Saved entries
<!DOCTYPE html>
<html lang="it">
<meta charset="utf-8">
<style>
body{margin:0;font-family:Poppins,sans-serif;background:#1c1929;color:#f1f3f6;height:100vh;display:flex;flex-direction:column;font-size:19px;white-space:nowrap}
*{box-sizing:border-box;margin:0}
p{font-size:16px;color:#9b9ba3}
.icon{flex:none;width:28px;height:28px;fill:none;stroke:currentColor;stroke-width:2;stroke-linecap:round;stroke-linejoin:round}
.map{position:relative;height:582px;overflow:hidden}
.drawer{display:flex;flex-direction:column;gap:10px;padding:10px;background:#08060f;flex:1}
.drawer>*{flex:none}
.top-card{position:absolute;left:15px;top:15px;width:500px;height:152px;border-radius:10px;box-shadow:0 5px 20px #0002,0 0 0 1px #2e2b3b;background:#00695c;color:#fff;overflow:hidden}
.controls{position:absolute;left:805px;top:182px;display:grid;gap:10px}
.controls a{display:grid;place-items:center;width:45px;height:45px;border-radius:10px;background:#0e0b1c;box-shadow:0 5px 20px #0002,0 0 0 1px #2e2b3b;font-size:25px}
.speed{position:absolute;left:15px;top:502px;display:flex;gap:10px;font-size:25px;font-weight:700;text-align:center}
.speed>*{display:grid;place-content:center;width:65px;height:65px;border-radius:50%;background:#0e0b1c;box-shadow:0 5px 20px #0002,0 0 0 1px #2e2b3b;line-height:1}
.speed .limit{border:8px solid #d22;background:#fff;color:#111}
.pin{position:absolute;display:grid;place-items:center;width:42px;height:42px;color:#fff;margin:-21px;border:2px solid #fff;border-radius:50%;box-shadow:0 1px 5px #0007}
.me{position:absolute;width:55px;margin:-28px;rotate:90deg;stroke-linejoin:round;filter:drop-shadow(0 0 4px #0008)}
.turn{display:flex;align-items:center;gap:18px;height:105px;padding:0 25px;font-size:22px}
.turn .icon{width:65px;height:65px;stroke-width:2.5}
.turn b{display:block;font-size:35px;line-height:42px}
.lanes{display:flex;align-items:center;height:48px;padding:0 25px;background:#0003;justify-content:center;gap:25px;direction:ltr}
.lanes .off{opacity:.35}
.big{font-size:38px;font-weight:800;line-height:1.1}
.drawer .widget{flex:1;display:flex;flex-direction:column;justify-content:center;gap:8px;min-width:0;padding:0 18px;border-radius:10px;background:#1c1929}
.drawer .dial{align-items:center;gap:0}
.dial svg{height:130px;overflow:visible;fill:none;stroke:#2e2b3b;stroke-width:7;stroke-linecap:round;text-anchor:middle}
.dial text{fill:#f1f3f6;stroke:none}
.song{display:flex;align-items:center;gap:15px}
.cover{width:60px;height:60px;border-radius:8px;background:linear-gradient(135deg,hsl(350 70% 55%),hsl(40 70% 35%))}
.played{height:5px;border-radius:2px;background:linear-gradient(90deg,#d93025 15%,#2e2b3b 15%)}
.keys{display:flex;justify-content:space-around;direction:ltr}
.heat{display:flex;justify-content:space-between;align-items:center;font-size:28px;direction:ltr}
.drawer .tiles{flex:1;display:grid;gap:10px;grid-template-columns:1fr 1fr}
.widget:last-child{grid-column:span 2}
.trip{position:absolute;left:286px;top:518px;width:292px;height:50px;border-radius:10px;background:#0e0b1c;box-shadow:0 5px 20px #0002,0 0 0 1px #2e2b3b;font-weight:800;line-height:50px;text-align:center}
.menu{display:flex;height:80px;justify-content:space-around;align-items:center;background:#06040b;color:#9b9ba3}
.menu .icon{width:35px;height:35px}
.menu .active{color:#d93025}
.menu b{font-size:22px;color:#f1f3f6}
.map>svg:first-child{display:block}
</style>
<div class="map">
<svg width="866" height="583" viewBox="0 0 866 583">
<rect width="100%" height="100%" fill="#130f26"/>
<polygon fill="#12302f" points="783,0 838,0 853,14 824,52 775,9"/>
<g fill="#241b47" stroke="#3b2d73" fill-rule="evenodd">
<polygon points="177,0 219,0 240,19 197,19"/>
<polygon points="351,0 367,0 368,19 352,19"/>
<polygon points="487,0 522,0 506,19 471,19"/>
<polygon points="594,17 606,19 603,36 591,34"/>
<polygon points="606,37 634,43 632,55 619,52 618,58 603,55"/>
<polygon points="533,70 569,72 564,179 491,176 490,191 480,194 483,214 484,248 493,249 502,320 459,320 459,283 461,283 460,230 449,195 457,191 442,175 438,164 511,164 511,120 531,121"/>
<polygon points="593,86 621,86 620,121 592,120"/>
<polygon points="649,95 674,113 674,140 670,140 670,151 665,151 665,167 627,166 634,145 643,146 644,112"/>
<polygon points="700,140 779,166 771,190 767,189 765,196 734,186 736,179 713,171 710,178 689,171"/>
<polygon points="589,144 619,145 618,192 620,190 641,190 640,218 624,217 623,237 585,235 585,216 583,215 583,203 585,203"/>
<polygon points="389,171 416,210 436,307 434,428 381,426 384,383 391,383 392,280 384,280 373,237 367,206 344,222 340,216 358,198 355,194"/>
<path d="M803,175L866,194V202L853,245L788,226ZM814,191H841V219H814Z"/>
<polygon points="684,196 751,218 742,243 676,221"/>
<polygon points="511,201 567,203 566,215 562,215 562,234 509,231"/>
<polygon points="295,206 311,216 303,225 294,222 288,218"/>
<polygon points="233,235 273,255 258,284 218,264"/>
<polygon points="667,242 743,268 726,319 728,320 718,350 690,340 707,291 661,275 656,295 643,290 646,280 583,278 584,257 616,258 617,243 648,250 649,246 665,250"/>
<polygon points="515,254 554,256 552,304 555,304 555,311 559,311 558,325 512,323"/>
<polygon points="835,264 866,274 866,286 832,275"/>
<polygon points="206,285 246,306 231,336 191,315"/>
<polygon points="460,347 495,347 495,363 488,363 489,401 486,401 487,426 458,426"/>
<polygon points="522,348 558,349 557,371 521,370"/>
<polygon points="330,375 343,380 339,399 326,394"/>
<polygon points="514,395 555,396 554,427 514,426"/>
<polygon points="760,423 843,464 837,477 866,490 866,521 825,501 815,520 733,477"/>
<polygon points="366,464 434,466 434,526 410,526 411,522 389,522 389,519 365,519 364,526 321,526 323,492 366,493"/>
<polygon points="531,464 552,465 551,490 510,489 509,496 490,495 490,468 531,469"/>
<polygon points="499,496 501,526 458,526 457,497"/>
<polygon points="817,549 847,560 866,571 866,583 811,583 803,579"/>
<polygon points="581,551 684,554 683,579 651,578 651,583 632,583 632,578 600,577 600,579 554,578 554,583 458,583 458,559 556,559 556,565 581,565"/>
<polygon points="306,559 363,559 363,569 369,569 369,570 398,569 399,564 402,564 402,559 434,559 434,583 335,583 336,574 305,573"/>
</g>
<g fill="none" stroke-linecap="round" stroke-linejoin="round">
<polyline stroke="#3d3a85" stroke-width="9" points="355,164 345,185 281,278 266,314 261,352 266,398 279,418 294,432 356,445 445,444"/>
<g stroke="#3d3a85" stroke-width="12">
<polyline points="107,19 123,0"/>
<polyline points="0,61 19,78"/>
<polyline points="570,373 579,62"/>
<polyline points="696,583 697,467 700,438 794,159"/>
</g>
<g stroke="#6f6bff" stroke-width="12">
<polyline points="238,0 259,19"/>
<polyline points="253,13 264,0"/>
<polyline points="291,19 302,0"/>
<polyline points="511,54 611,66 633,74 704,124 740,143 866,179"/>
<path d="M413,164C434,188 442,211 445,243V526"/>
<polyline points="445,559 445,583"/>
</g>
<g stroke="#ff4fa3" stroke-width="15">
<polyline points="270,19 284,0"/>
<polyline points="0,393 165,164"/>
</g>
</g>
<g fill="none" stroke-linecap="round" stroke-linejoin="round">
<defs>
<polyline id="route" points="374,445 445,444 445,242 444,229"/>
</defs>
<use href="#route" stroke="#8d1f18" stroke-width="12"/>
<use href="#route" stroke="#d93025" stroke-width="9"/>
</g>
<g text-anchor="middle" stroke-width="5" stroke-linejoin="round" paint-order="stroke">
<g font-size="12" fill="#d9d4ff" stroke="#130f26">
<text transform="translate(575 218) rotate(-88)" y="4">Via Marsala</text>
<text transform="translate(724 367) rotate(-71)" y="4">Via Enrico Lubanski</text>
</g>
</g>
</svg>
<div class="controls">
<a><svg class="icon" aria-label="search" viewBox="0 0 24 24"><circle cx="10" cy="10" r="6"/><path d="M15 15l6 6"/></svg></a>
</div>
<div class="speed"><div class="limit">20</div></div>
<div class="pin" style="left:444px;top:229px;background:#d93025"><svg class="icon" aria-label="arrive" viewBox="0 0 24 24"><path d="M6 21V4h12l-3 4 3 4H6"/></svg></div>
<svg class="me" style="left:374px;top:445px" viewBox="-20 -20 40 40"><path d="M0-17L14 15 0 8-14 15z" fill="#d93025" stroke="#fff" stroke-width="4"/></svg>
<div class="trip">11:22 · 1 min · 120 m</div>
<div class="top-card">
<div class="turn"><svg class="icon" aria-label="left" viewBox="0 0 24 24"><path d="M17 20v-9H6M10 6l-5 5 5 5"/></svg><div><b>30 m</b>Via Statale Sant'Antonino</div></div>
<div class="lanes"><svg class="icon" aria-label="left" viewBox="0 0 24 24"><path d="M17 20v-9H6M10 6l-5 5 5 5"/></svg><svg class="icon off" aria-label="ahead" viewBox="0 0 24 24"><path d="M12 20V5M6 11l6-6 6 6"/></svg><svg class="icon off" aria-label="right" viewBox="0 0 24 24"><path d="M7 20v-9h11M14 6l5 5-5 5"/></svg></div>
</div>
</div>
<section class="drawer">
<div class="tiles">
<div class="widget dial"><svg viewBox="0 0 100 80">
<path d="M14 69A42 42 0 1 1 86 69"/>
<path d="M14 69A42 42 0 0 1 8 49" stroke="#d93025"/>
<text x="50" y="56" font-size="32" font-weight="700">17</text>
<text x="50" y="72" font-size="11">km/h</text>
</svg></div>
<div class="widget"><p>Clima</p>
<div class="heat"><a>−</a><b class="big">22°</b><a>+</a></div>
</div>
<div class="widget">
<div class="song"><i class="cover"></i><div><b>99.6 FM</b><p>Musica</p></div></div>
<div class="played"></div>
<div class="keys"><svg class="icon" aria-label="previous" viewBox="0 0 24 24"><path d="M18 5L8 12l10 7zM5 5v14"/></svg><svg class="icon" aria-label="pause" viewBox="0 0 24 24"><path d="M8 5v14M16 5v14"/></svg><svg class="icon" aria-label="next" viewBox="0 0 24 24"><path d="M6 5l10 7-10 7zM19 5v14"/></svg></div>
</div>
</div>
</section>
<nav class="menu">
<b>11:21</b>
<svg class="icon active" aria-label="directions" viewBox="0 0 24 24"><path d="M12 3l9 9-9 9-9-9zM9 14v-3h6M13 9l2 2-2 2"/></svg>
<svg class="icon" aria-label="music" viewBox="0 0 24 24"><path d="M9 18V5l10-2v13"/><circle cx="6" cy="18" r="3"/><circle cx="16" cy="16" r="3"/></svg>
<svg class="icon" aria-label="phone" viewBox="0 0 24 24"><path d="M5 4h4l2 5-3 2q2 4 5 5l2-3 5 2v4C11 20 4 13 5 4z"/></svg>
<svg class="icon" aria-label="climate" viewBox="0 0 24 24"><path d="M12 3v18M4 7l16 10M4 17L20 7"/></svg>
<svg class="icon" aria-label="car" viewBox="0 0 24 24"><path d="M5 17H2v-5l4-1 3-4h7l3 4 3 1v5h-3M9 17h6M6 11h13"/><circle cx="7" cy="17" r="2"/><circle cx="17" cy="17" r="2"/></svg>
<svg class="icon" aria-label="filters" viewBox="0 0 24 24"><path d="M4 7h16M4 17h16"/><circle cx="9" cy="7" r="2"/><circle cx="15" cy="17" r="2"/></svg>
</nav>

§ Task details
Counting only lines that contain "limit", what is the total for the entries above? Give the number alone.

§ Your response
2